### Problem to solve
Print every record exactly.

━━━━━━

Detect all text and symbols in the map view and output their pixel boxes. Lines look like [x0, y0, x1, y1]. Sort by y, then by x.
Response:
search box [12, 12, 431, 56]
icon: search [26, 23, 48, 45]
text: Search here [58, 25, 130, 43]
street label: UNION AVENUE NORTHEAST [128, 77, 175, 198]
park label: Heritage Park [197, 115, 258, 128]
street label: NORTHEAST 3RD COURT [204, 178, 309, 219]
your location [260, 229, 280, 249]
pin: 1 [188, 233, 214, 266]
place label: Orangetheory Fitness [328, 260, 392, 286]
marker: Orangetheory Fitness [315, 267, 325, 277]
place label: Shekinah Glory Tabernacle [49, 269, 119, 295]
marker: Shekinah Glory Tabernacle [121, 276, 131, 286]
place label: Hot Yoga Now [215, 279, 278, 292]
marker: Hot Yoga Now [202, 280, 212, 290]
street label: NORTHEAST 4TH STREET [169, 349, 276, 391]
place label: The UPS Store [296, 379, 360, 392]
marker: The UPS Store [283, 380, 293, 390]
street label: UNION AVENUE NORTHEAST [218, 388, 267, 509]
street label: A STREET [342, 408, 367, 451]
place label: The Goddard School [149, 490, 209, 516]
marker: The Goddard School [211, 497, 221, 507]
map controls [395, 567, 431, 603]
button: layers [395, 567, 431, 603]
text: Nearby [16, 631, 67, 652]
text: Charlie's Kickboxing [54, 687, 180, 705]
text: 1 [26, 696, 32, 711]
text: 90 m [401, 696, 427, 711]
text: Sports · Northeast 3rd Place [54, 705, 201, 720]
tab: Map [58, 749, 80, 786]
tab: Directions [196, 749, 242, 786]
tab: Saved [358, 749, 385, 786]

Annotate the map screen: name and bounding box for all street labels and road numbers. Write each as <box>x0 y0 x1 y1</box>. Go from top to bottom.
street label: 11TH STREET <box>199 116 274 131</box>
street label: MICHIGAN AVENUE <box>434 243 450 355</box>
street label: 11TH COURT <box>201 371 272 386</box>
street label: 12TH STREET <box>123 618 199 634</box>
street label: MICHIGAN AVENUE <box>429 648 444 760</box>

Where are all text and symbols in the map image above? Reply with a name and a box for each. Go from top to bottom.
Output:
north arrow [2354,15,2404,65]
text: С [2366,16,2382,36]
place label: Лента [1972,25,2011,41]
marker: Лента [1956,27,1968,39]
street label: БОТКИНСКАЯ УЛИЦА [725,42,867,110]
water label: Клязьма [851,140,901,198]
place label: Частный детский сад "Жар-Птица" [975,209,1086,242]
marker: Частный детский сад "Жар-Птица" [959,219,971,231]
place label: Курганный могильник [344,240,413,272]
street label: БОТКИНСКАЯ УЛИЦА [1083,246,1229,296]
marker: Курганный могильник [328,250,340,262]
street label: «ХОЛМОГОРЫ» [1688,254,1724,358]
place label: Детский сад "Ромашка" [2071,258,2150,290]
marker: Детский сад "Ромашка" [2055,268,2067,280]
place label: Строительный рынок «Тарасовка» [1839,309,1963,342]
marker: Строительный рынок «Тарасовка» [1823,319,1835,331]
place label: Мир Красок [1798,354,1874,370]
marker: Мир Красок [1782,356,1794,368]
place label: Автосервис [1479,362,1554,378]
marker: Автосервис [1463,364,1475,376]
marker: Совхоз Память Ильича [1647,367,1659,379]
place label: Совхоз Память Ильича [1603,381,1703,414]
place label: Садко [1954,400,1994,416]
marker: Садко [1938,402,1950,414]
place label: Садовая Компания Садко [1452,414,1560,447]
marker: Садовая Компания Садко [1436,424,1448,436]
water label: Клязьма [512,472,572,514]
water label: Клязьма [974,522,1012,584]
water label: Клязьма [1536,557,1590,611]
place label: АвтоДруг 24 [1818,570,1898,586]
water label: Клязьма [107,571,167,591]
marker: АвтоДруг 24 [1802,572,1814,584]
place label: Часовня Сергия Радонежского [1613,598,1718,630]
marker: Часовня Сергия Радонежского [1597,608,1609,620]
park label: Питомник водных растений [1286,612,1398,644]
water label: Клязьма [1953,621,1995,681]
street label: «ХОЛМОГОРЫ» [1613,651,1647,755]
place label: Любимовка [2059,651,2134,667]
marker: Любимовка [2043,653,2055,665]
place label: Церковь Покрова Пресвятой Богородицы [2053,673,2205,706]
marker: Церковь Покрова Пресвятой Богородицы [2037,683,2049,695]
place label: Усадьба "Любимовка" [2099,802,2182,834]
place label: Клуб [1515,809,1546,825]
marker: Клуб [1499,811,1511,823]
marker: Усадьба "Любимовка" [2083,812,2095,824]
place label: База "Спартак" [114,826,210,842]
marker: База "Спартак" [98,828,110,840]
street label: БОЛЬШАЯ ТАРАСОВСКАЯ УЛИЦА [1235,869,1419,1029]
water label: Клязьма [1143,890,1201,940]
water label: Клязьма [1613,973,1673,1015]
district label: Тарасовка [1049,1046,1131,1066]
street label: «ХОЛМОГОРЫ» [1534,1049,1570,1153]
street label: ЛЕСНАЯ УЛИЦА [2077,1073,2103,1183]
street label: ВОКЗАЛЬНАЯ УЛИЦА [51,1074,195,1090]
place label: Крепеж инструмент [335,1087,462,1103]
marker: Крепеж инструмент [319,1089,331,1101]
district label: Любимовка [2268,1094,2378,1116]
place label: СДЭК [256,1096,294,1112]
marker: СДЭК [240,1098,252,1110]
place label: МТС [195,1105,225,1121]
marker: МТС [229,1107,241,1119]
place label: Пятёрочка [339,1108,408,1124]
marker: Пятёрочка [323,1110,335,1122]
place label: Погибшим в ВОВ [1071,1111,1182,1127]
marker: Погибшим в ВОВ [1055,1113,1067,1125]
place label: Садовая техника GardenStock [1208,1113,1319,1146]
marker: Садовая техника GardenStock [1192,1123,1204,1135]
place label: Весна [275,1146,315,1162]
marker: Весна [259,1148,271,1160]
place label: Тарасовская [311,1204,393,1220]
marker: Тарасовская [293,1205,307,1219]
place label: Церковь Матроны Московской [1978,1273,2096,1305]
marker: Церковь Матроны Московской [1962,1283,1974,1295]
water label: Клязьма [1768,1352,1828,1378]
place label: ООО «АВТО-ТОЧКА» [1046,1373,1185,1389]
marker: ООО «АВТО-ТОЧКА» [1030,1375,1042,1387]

━━━━━━

### Expected answer
Detect all text and symbols in the map view and output their pixel boxes. Lines look like [x0, y0, x1, y1]. Sort by y, then by x.
Response:
search box [12, 12, 431, 56]
icon: search [26, 23, 48, 45]
text: Search here [58, 25, 130, 43]
street label: UNION AVENUE NORTHEAST [128, 77, 175, 198]
park label: Heritage Park [197, 115, 258, 128]
street label: NORTHEAST 3RD COURT [204, 178, 309, 219]
your location [260, 229, 280, 249]
pin: 1 [188, 233, 214, 266]
place label: Orangetheory Fitness [328, 260, 392, 286]
marker: Orangetheory Fitness [315, 267, 325, 277]
place label: Shekinah Glory Tabernacle [49, 269, 119, 295]
marker: Shekinah Glory Tabernacle [121, 276, 131, 286]
place label: Hot Yoga Now [215, 279, 278, 292]
marker: Hot Yoga Now [202, 280, 212, 290]
street label: NORTHEAST 4TH STREET [169, 349, 276, 391]
place label: The UPS Store [296, 379, 360, 392]
marker: The UPS Store [283, 380, 293, 390]
street label: UNION AVENUE NORTHEAST [218, 388, 267, 509]
street label: A STREET [342, 408, 367, 451]
place label: The Goddard School [149, 490, 209, 516]
marker: The Goddard School [211, 497, 221, 507]
map controls [395, 567, 431, 603]
button: layers [395, 567, 431, 603]
text: Nearby [16, 631, 67, 652]
text: Charlie's Kickboxing [54, 687, 180, 705]
text: 1 [26, 696, 32, 711]
text: 90 m [401, 696, 427, 711]
text: Sports · Northeast 3rd Place [54, 705, 201, 720]
tab: Map [58, 749, 80, 786]
tab: Directions [196, 749, 242, 786]
tab: Saved [358, 749, 385, 786]

Annotate the map screen: name and bounding box for all street labels and road numbers. Write each as <box>x0 y0 x1 y1</box>. Go from top to bottom.
street label: 11TH STREET <box>199 116 274 131</box>
street label: MICHIGAN AVENUE <box>434 243 450 355</box>
street label: 11TH COURT <box>201 371 272 386</box>
street label: 12TH STREET <box>123 618 199 634</box>
street label: MICHIGAN AVENUE <box>429 648 444 760</box>

Where are all text and symbols in the map image above? Reply with a name and a box for each. Go from top to bottom.
Output:
north arrow [2354,15,2404,65]
text: С [2366,16,2382,36]
place label: Лента [1972,25,2011,41]
marker: Лента [1956,27,1968,39]
street label: БОТКИНСКАЯ УЛИЦА [725,42,867,110]
water label: Клязьма [851,140,901,198]
place label: Частный детский сад "Жар-Птица" [975,209,1086,242]
marker: Частный детский сад "Жар-Птица" [959,219,971,231]
place label: Курганный могильник [344,240,413,272]
street label: БОТКИНСКАЯ УЛИЦА [1083,246,1229,296]
marker: Курганный могильник [328,250,340,262]
street label: «ХОЛМОГОРЫ» [1688,254,1724,358]
place label: Детский сад "Ромашка" [2071,258,2150,290]
marker: Детский сад "Ромашка" [2055,268,2067,280]
place label: Строительный рынок «Тарасовка» [1839,309,1963,342]
marker: Строительный рынок «Тарасовка» [1823,319,1835,331]
place label: Мир Красок [1798,354,1874,370]
marker: Мир Красок [1782,356,1794,368]
place label: Автосервис [1479,362,1554,378]
marker: Автосервис [1463,364,1475,376]
marker: Совхоз Память Ильича [1647,367,1659,379]
place label: Совхоз Память Ильича [1603,381,1703,414]
place label: Садко [1954,400,1994,416]
marker: Садко [1938,402,1950,414]
place label: Садовая Компания Садко [1452,414,1560,447]
marker: Садовая Компания Садко [1436,424,1448,436]
water label: Клязьма [512,472,572,514]
water label: Клязьма [974,522,1012,584]
water label: Клязьма [1536,557,1590,611]
place label: АвтоДруг 24 [1818,570,1898,586]
water label: Клязьма [107,571,167,591]
marker: АвтоДруг 24 [1802,572,1814,584]
place label: Часовня Сергия Радонежского [1613,598,1718,630]
marker: Часовня Сергия Радонежского [1597,608,1609,620]
park label: Питомник водных растений [1286,612,1398,644]
water label: Клязьма [1953,621,1995,681]
street label: «ХОЛМОГОРЫ» [1613,651,1647,755]
place label: Любимовка [2059,651,2134,667]
marker: Любимовка [2043,653,2055,665]
place label: Церковь Покрова Пресвятой Богородицы [2053,673,2205,706]
marker: Церковь Покрова Пресвятой Богородицы [2037,683,2049,695]
place label: Усадьба "Любимовка" [2099,802,2182,834]
place label: Клуб [1515,809,1546,825]
marker: Клуб [1499,811,1511,823]
marker: Усадьба "Любимовка" [2083,812,2095,824]
place label: База "Спартак" [114,826,210,842]
marker: База "Спартак" [98,828,110,840]
street label: БОЛЬШАЯ ТАРАСОВСКАЯ УЛИЦА [1235,869,1419,1029]
water label: Клязьма [1143,890,1201,940]
water label: Клязьма [1613,973,1673,1015]
district label: Тарасовка [1049,1046,1131,1066]
street label: «ХОЛМОГОРЫ» [1534,1049,1570,1153]
street label: ЛЕСНАЯ УЛИЦА [2077,1073,2103,1183]
street label: ВОКЗАЛЬНАЯ УЛИЦА [51,1074,195,1090]
place label: Крепеж инструмент [335,1087,462,1103]
marker: Крепеж инструмент [319,1089,331,1101]
district label: Любимовка [2268,1094,2378,1116]
place label: СДЭК [256,1096,294,1112]
marker: СДЭК [240,1098,252,1110]
place label: МТС [195,1105,225,1121]
marker: МТС [229,1107,241,1119]
place label: Пятёрочка [339,1108,408,1124]
marker: Пятёрочка [323,1110,335,1122]
place label: Погибшим в ВОВ [1071,1111,1182,1127]
marker: Погибшим в ВОВ [1055,1113,1067,1125]
place label: Садовая техника GardenStock [1208,1113,1319,1146]
marker: Садовая техника GardenStock [1192,1123,1204,1135]
place label: Весна [275,1146,315,1162]
marker: Весна [259,1148,271,1160]
place label: Тарасовская [311,1204,393,1220]
marker: Тарасовская [293,1205,307,1219]
place label: Церковь Матроны Московской [1978,1273,2096,1305]
marker: Церковь Матроны Московской [1962,1283,1974,1295]
water label: Клязьма [1768,1352,1828,1378]
place label: ООО «АВТО-ТОЧКА» [1046,1373,1185,1389]
marker: ООО «АВТО-ТОЧКА» [1030,1375,1042,1387]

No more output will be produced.